# TASK TO COMPLETE:
Return, from the data that follows, each line that holds the word "shadow".

# THE RECORDS:

'''

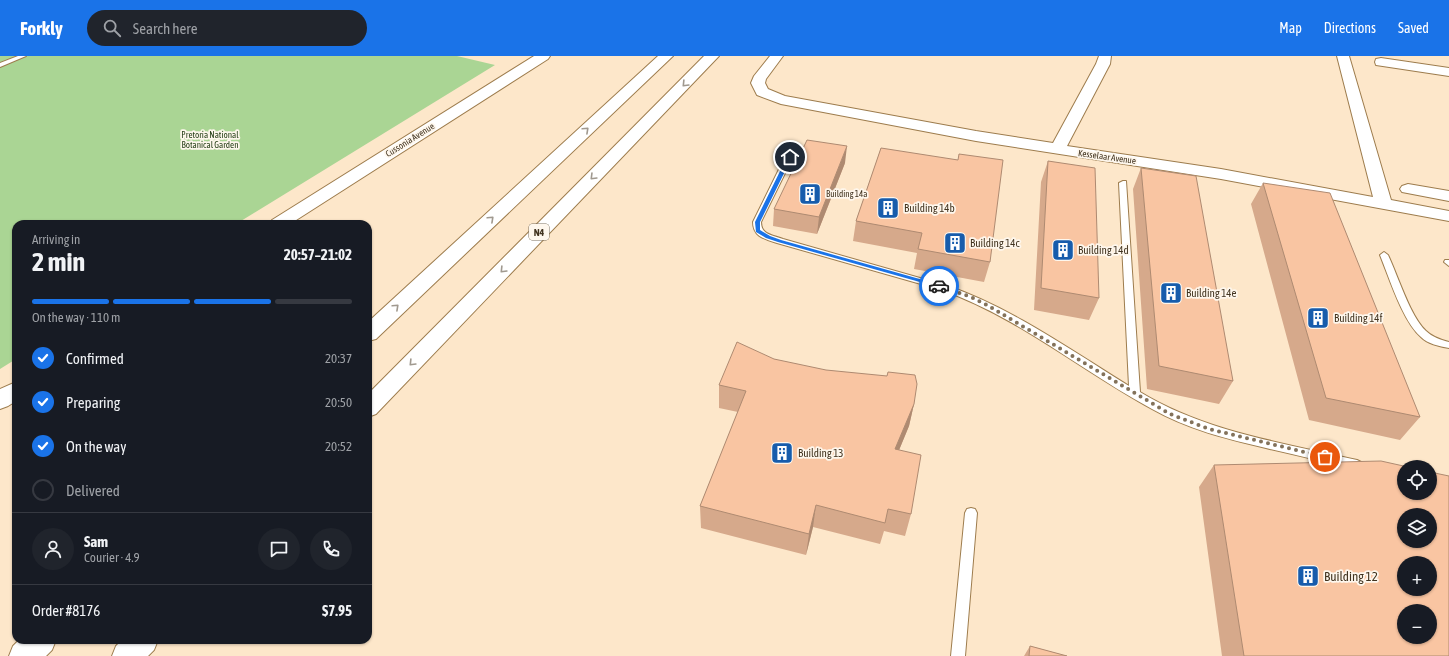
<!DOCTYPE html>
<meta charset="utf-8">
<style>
:root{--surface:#171b24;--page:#20242c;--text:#f1f3f6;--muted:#9ea1a6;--line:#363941;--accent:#1a73e8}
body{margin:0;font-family:"Asap Condensed",sans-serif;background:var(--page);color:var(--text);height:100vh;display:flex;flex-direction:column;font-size:15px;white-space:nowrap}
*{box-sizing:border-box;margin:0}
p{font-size:13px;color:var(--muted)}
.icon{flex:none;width:22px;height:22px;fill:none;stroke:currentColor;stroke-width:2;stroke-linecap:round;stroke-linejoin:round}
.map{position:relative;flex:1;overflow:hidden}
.side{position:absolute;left:12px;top:164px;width:360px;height:424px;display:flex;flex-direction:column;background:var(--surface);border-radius:12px;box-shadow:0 1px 3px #0004}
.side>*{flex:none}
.buttons{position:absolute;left:1397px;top:404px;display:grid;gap:8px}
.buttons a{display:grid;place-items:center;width:40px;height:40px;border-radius:50%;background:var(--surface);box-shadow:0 1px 3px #0004;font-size:20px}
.pin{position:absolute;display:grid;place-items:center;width:34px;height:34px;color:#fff;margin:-17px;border:2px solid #fff;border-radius:50%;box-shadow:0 1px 4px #0007}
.courier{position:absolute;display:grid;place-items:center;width:40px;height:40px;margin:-20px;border:3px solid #1a73e8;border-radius:50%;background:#fff;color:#222;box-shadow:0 1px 5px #0007}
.summary em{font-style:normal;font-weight:700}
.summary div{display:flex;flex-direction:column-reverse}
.summary{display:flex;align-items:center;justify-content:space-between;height:68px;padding:0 20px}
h1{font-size:26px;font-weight:700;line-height:30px}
.bar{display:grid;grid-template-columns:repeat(4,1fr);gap:6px 4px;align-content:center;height:48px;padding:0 20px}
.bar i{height:5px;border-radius:3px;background:var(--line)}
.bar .current{background:var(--accent)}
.bar p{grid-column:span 4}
.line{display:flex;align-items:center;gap:10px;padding:0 20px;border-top:1px solid var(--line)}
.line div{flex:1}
.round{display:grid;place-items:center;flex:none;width:42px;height:42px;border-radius:21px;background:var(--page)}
ol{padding:0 20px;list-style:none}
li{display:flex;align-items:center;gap:12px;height:44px}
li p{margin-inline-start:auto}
li .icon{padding:4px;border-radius:50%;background:var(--accent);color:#fff;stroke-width:4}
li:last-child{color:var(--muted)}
li i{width:22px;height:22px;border:2px solid var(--line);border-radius:50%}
header{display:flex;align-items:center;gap:24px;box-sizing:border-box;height:56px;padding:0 20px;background:var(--accent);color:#fff}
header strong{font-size:19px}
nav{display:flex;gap:22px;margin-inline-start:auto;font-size:14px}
.search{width:280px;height:36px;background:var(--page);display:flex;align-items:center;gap:10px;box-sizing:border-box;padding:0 14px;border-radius:22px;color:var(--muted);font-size:15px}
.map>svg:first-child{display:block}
.green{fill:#aad594}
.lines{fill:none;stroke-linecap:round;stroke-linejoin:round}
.lane-casing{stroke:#9d7c4d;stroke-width:2}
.street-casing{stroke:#9d7c4d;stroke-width:2}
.secondary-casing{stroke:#9d7c4d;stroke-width:2}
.highway-casing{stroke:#9d7c4d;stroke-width:2}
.lane{fill:#fff;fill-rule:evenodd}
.street{fill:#fff;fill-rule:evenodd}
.secondary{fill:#fff;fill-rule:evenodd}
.highway{fill:#fff;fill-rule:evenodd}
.wall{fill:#d6a98b}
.shaded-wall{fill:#ae8a71}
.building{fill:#f9c5a2;stroke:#ae8a71;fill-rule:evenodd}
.oneway{stroke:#a0998f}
.route{fill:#1a73e8}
.done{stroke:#83725b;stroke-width:4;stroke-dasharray:0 7.2}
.labels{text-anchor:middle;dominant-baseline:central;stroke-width:3.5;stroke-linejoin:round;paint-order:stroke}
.far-park-label{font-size:9px;fill:#264018;stroke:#fef7ed}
.far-street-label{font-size:9px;fill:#41331f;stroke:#fef7ed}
.far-poi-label{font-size:9px;fill:#41331f;stroke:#fef7ed;text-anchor:start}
.shield{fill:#fef7ed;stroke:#7a6e5d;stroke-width:1}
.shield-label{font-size:10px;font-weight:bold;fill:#41331f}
.poi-label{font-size:11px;fill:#41331f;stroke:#fef7ed;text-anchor:start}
.near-poi-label{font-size:13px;fill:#41331f;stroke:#fef7ed;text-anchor:start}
</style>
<header>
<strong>Forkly</strong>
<div class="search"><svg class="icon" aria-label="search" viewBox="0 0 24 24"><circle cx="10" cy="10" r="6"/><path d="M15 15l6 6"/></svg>Search here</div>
<nav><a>Map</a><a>Directions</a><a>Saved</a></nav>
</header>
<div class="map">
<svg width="1449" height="600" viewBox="0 0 1449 600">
<rect width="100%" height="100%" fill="#fde7ca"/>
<path class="green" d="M0,0H457L495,9L236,168H16V303L0,313Z"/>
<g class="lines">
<g class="lane-casing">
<path id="lane" d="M18,0H26L0,11V7Z
M786,99H789L793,101L761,166C761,179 773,179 783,183L948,230C1012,252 1072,295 1129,330L1119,127L1123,125H1126L1140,336C1206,376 1283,387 1357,404L1361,406L1363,409L1361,412L1357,414C1327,406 1296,399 1266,392C1227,383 1187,373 1152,353C1082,315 1018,261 942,234L777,187C765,183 753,181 753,166Z
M1384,196L1388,199C1398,220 1410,260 1426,275C1432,281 1441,284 1449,286V292C1439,290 1428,288 1421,281C1403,266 1389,221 1380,199Z
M1445,204H1449V210L1444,206Z
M971,452L975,453L977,457L965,600H951L965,457L967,453Z"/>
</g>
<g class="street-casing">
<path id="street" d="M770,0H783L766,23L765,27L768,33L785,40L976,75L1053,87L1096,8L1099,0H1111L1110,8L1067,90L1221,113L1373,141L1337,0H1349L1391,144L1449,155V165L1221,123L976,85L781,48L757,39L751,27L754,20Z
M1381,2L1449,12V20L1376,9L1375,6L1376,3Z
M1408,128L1449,135V145L1402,136L1400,133L1402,130Z"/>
</g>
<g class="secondary-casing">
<path id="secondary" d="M534,0H550L548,3L290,168H269L272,164Z
M16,326V345L8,350L0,353V333Z"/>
</g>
<g class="highway-casing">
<path id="highway" d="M658,0H673L376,283L368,285V266Z
M704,0H719L376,358L368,361V338Z
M19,584H56L52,594L46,600H9L13,590Z
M122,584H158L154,594L148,600H112L116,590Z"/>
</g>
<use href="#lane" class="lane"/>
<use href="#street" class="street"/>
<use href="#secondary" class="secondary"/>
<use href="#highway" class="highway"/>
</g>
<path class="wall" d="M881,92L990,206L984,226L914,213L917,197L853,185L856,165Z
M1048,105L1099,242L1089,264L1034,254L1041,126Z
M845,107L817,178L773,170L774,153Z
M1141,112L1233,325L1219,348L1147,333L1133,133Z
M1263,127L1420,361L1400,384L1309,364L1251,148Z
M774,303L914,348L909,370L899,394L911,458L905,480L884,475L880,488L813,471L806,499L701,472L700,450L738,356L719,352V329Z
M1214,409L1449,600H1222L1199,431Z
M1030,590L1067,600H1024Z"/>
<path class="shaded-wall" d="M847,90L845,107L817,178L819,161Z
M914,348L909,370L890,416L895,393Z
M816,449L813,471L806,499L809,478Z"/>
<path class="building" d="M807,84L847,90L819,161L774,153Z
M881,92L958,104L959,98L1003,104L990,206L918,193L922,177L856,165Z
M1048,105L1095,112L1099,242L1041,232Z
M1141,112L1196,120L1233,325L1159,310Z
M1263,127L1330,137L1420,361L1326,342Z
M737,286L774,303L826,314L887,320L888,316L915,319L917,328L914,348L895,393L921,399L911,458L888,453L885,467L816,449L809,478L700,450L746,335L719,329Z
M1381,405L1408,411H1404V437H1430V416L1449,420V600H1244L1214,409ZM1404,459H1430V485H1404ZM1404,507H1430V533H1404ZM1404,555H1430V581H1404Z
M1030,590L1067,600H1029Z"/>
<defs><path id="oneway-chevron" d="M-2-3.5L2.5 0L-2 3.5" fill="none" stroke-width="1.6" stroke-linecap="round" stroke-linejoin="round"/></defs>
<g class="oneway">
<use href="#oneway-chevron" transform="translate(685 28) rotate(134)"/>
<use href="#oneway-chevron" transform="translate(586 74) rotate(-43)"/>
<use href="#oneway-chevron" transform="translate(593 121) rotate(135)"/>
<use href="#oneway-chevron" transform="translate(491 163) rotate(-43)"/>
<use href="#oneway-chevron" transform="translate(503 214) rotate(134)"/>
<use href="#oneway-chevron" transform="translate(396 251) rotate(-43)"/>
<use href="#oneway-chevron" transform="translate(412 307) rotate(134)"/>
</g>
<path class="route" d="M790,99L792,101L760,166V174L770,180L781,184L941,229V232L778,186L766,182L756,176L755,166L787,101Z"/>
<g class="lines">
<path class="done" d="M939,230L971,241L987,249L1170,358L1209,373L1325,401"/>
</g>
<defs>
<g id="building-square" transform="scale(1.15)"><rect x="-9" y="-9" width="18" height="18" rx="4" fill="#175cac" stroke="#fef7ed"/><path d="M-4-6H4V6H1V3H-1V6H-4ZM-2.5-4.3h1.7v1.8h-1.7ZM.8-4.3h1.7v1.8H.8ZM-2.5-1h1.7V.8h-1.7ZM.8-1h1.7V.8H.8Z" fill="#fff"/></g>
</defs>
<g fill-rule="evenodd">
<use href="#building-square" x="810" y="138"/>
<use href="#building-square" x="888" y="152"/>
<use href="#building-square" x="955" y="187"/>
<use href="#building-square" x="1063" y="194"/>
<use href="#building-square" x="1171" y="237"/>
<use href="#building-square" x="1318" y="262"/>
<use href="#building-square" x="782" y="397"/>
<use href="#building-square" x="1308" y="520"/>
</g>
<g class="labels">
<g class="far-park-label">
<text x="210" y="79">Pretoria National<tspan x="210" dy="10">Botanical Garden</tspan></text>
</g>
<g class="far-street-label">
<text transform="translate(410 84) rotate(-32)">Cussonia Avenue</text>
<text transform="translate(1107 101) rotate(8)">Kesselaar Avenue</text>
</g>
<g class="far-poi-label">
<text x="826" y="138">Building 14a</text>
</g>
<rect class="shield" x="529" y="168" width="20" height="16" rx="3"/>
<g class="shield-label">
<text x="539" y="176">N4</text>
</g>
<g class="poi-label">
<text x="904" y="152">Building 14b</text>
<text x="970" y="187">Building 14c</text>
<text x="1078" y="194">Building 14d</text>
<text x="1186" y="237">Building 14e</text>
<text x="1334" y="262">Building 14f</text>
<text x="798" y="397">Building 13</text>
</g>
<g class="near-poi-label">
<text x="1324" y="520">Building 12</text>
</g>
</g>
</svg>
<div class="buttons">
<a><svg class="icon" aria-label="locate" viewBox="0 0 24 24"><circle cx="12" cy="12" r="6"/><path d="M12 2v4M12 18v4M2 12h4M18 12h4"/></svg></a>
<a><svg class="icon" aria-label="layers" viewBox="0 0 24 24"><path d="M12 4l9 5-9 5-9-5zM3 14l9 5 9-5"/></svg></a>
<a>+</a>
<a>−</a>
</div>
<div class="pin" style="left:1325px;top:401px;background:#ea580c"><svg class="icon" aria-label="bag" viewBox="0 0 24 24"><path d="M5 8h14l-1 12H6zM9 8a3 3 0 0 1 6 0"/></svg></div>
<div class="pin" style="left:790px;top:101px;background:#1f2937"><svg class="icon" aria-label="home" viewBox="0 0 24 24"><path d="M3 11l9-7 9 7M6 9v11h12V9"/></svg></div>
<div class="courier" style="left:939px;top:230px"><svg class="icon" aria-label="car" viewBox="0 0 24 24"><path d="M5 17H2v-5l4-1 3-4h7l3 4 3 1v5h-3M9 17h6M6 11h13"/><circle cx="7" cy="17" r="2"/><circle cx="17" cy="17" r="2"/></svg></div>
<section class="side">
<div class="summary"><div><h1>2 min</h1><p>Arriving in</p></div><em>20:57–21:02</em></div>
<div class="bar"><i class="current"></i><i class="current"></i><i class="current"></i><i></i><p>On the way · 110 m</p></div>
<ol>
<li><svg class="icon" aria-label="check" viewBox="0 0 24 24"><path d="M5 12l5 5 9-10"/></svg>Confirmed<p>20:37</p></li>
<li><svg class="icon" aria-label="check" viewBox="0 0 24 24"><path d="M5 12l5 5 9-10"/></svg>Preparing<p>20:50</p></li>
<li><svg class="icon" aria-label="check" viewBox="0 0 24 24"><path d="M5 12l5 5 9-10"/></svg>On the way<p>20:52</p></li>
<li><i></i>Delivered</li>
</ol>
<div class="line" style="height:72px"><a class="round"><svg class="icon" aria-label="person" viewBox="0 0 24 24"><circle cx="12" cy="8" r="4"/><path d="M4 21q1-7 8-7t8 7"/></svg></a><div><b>Sam</b><p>Courier · 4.9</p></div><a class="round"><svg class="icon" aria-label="chat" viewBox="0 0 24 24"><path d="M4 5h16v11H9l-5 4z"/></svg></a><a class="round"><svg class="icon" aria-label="phone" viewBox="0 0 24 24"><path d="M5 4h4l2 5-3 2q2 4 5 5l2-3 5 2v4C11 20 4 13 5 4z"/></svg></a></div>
<div class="line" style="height:52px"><div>Order #8176</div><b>$7.95</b></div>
</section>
</div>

'''

# PROBLEM SOLUTION:
.side{position:absolute;left:12px;top:164px;width:360px;height:424px;display:flex;flex-direction:column;background:var(--surface);border-radius:12px;box-shadow:0 1px 3px #0004}
.buttons a{display:grid;place-items:center;width:40px;height:40px;border-radius:50%;background:var(--surface);box-shadow:0 1px 3px #0004;font-size:20px}
.pin{position:absolute;display:grid;place-items:center;width:34px;height:34px;color:#fff;margin:-17px;border:2px solid #fff;border-radius:50%;box-shadow:0 1px 4px #0007}
.courier{position:absolute;display:grid;place-items:center;width:40px;height:40px;margin:-20px;border:3px solid #1a73e8;border-radius:50%;background:#fff;color:#222;box-shadow:0 1px 5px #0007}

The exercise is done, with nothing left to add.